4. La costruzione e la riparazione delle opere di sostegno lungo le strade ed autostrade, qualora esse servano unicamente a difendere ed a sostenere i fondi adiacenti, sono a carico dei proprietari dei fondi stessi; se hanno per scopo la stabilità o la conservazione delle strade od autostrade, la costruzione o riparazione è a carico dell’ente proprietario della strada. 

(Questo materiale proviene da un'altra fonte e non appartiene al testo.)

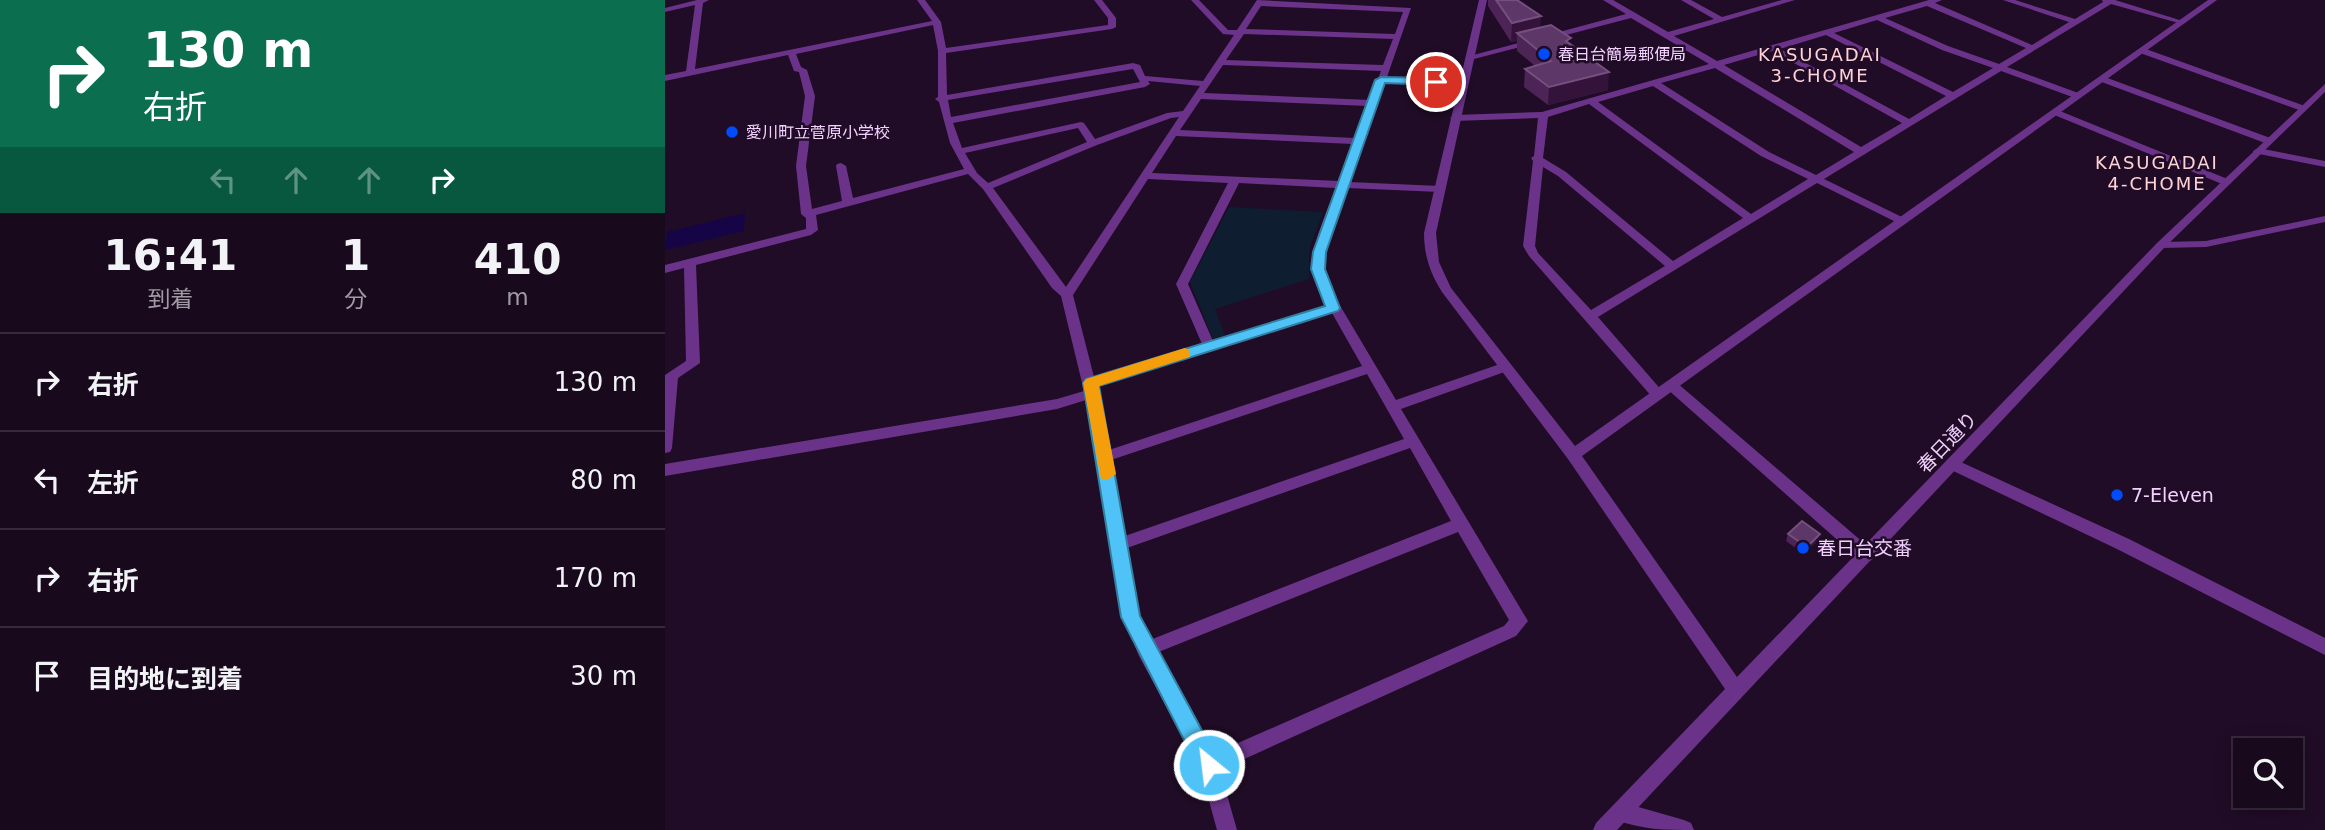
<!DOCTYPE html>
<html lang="ja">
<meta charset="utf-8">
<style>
:root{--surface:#18091c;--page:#251729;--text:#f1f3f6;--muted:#9f9aa3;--line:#362a3b}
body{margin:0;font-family:"DejaVu Sans","Noto Sans JP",sans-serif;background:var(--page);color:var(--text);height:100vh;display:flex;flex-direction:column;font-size:26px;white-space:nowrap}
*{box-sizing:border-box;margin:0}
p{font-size:23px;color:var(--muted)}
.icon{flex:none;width:38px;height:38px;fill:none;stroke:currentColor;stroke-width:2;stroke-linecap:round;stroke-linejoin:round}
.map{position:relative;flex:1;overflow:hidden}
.side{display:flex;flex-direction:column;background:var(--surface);width:665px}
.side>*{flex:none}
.banner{background:#0b6e4f;color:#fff;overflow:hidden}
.tools{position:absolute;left:1568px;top:738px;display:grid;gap:14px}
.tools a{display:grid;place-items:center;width:70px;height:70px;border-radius:0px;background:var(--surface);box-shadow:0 4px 18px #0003,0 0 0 2px var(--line);font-size:35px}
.pin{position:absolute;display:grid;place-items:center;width:60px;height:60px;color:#fff;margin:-30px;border:4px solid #fff;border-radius:50%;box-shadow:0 2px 7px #0007}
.me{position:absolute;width:77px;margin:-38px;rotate:331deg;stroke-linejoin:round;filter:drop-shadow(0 0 5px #0008)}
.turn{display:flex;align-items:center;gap:24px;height:147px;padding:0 28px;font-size:32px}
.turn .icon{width:91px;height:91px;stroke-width:2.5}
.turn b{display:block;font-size:49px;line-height:60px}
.lanes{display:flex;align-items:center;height:66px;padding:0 28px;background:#0003;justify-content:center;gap:35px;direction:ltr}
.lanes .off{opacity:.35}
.eta{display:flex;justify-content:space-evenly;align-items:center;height:119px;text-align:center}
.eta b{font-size:42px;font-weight:700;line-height:49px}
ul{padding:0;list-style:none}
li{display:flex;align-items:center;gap:21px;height:98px;padding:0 28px;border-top:2px solid var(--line)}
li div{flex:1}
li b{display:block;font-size:26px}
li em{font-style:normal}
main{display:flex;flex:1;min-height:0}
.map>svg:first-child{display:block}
</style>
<main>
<section class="side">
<div class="banner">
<div class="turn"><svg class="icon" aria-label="right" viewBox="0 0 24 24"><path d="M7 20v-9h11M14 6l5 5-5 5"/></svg><div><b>130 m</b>右折</div></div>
<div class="lanes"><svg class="icon off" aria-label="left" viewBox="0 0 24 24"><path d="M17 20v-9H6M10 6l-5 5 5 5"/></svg><svg class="icon off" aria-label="ahead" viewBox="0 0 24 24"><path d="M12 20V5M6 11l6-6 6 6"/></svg><svg class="icon off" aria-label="ahead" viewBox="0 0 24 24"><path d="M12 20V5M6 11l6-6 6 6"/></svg><svg class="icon" aria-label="right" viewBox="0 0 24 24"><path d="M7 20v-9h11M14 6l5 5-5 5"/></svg></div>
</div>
<div class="eta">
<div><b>16:41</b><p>到着</p></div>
<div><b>1</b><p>分</p></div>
<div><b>410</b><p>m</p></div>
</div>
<ul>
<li><svg class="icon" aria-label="right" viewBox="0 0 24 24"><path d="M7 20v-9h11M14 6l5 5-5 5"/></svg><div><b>右折</b></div><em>130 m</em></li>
<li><svg class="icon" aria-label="left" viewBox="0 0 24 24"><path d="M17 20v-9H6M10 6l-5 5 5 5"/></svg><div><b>左折</b></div><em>80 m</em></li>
<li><svg class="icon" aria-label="right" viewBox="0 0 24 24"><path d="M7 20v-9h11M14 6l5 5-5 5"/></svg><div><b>右折</b></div><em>170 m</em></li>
<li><svg class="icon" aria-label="arrive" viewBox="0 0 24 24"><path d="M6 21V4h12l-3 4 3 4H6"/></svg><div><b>目的地に到着</b></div><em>30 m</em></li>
</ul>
</section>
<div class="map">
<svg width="1660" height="830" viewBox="0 0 1660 830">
<rect width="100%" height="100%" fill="#200c26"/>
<path fill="#0f1d30" d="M564,207L658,212L644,250V279L550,309L560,335L548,339L525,282Z"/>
<path fill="#150546" d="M80,213L79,231L0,250L2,232Z"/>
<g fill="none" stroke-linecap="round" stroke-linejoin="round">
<g fill="#6a3389" fill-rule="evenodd">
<path d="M32,0H44L38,3L30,69L267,21L252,0H260L276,22L281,48L443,25V18L429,0H437L451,18V27L447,29L281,53L282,95L468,63L475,65L480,76L538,81L569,35L558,34L526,0H534L563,30H572L592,0L746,8L722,77L799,79L804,82L799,85L720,83L684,182L775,186L780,189L775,192L682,188L666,232L659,269L664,287L731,400L835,364L840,362L847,367L845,370L736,409L860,616L863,621L851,636L555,770L572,830H552L535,768L474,656L458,617L421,400L392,409L0,476V464L392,399L419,391L396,296L387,288L318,189L303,174L151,215L153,230L146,235L31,265L35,363L13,378L7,448L5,452L0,453V375L21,361L19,268L0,273V265L141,229V218L136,214L131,166L140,96L134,72L129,71L123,55L0,81V75L21,71L30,5L0,12V8ZM596,6L738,12L730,34L581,29ZM268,25L273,51V97L270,99L274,102L285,143L299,169L188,198L181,166L176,163L172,164L171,166L177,201L147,209L141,166L150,96L142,70L136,67L131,54ZM579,34L728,39L718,65L561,60ZM558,65L716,71L705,100L539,93ZM468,69L475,82L286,117L283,100ZM483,81L535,86L518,111L502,113L430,139L419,123L416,122L297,148L288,123L480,87L485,84ZM536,99L703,106L690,138L515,130ZM514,117L401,287L328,188L432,145L506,118ZM413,128L422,142L323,183L312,173L300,153ZM511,136L688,144L674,181L487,173ZM483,179L563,183L511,284L537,344L429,377L408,295ZM574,183L671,188C663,209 646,246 647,269C648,282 656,295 663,306L548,341L523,284ZM667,313L697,366L444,450L432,386ZM702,374L739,439L460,536L446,460ZM745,448L786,521L485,640L474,617L462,548ZM793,532L844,620L839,626L548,754L491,653Z"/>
<path d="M938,0H948L1003,32L1049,19L1016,0H1026L1057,17L1117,0H1130L1009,36L1052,61L1264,0H1277L1270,3L1367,45L1404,22L1338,0H1350L1410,19L1438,2L1437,0H1450L1521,22L1517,24L1446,4L1342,67L1416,94V98H1410L1336,71L1159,179L1241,219V223H1233L1152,183L933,317L998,392L1000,395L993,400L988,398L864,256L858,246L868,161L866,158L869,156L873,118L790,121L785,118L790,115L877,112L1044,64L966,18L805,60L801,57L961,14ZM1262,6L1361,48L1334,64L1283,46L1220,18ZM1212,20L1277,50L1328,68L1288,92L1169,33ZM1161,35L1281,96L1244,119L1115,49ZM1107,51L1237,123L1196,147L1059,65ZM1050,68L1189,152L1151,175L1104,152L996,83ZM988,86L1096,156L1143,179L1086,214L933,102ZM924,104L1078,218L1008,261L901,172L878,158L883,117ZM878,167L893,176L1000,266L926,310L873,253L870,246Z"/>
<path d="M1478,48L1640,106L1642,108L1634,110L1475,53L1474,51Z"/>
<path d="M1437,76L1608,139L1609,141L1600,143L1434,81L1432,79Z"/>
<path d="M1390,109L1565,180L1566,182L1565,184H1557L1387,114L1385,112Z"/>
<path d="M1593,148L1660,161V167L1589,153L1588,151Z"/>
<path d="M1660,216V222L1541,247L1496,248L1490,245L1496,242L1541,241Z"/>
<path d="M1006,380L1011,382L1207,550L1209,555L1207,560L1201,562L1195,560L1001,388L999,385L1001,382Z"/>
<path d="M1287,458L1464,539L1660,638V655L1452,549L1282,468L1280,464L1282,460Z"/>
<path d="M956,802L1019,820L1026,823L1029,830C1001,830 976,830 949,819L946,812L949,805Z"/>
</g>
<path fill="#6a3389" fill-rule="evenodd" d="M814,0H822L771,233L774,262L786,288L910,446L1543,0H1552L917,456L1072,677L1492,243L1660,84V92L1500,247L952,830H928L931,823L1060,689L903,459L777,292C765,273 759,255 759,233Z"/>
</g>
<g fill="#4c2455">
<path d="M823,0H852L875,27L906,44L943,90L883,105L859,87L860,69L870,66L852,51V41L846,42L823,6Z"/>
<path d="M1123,534L1152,541L1139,554L1121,541Z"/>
</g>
<g fill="#33133a">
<path d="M876,16L875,34L852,33V41L846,42L847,23Z"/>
<path d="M944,72L943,90L883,105L884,87Z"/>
<path d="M1155,534L1152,541L1139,554L1142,547Z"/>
</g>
<g fill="#5d3767" stroke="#754f7f" stroke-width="2">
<path d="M831,0H852L876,16L847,23Z"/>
<path d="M886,25L906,38L901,41L944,72L884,87L860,69L886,61L852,33Z"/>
<path d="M1137,521L1155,534L1142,547L1123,534Z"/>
</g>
<path fill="#4fc3f7" stroke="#337fa1" stroke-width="2" d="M716,77L771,78L776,82L771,85L720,83L661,252L660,269L675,308L673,311L434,386L475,616L552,758L555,765L552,773L544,776L536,773L456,617L418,383L421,379L660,306L646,269L648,252L710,80Z"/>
<path fill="#f59e0b" d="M520,348L525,350V357L434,386L451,474L442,480L436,479L418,383L421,379Z"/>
<g fill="#004bfc" stroke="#200c26" stroke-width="2.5">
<circle cx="879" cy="54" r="7"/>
<circle cx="67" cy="132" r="7"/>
<circle cx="1452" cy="495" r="7"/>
<circle cx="1138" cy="548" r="7"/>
</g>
<g text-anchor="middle" stroke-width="5" stroke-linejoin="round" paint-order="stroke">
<g font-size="16" fill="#f2d1ff" stroke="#200c26" text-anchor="start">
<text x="893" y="60">春日台簡易郵便局</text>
<text x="81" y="138">愛川町立菅原小学校</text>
</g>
<g font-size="18" letter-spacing="2" fill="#ffd3d5" stroke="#200c26">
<text x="1155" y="61">KASUGADAI<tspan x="1155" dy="21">3-CHOME</tspan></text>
<text x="1492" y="169">KASUGADAI<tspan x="1492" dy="21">4-CHOME</tspan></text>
</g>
<g font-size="19" fill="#f2d1ff" stroke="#200c26">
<text transform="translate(1282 442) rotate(-46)" y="7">春日通り</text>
</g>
<g font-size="19" fill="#f2d1ff" stroke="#200c26" text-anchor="start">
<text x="1466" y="502">7-Eleven</text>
<text x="1152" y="555">春日台交番</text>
</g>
</g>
</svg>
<div class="tools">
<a><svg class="icon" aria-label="search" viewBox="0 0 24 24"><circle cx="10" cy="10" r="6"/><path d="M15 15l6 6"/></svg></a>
</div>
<div class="pin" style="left:771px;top:82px;background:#d93025"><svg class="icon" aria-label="arrive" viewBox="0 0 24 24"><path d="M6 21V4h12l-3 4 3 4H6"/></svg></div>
<svg class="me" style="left:544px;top:765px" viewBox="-20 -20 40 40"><circle r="17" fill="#4fc3f7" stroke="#fff" stroke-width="3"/><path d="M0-11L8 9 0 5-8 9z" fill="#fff"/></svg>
</div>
</main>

5. La spesa si divide in ragione dell’interesse quando l’opera abbia scopo promiscuo. Il riparto della spesa è fatto con decreto del Ministro delle infrastrutture e dei trasporti , su proposta dell’ufficio periferico dell’A.N.A.S., per le strade statali ed autostrade e negli altri casi con decreto del presidente della regione, su proposta del competente ufficio tecnico. 

6. La costruzione di opere di sostegno che servono unicamente a difendere e a sostenere i fondi adiacenti, effettuata in sede di costruzione di nuove strade, è a carico dell’ente cui appartiene la strada, fermo restando a carico dei proprietari dei fondi l’obbligo e l’onere di manutenzione e di eventuale riparazione o ricostruzione di tali opere. 

7. In caso di mancata esecuzione di quanto compete ai proprietari dei fondi si adotta nei confronti degli inadempienti la procedura di cui ai commi 2 e 3. 

8. Chiunque non osserva le disposizioni di cui al comma 1 è soggetto alla sanzione amministrativa del pagamento di una somma da euro 422 ad euro 1.697”. 

[15] Consiglio di Stato, sez. III, sentenza del 26 gennaio 2017, n. 329. Nello stesso senso si veda Cassazione civile, sez. III, sentenza del 2 agosto 2000, n. 10112; T.A.R. Liguria, Genova, sez. I, sentenza del 18 novembre 2013, n. 1386 la quale, dopo aver precisato che: “in sostanza la norma di cui all’art. 31 individua una situazione di normalità esistente e impone ai proprietari finitimi di mantenere questa situazione”, prosegue rilevando che “l’attività di manutenzione comprende tutte quelle attività volte a impedire l’alterazione dello stato dei luoghi, quali per esempio pulizia dei sedimi e dei boschi e così via.” 

[16] Tra queste si veda, anche, Cassazione civile, sez. III, sentenza del 2 agosto 2000, n. 10112.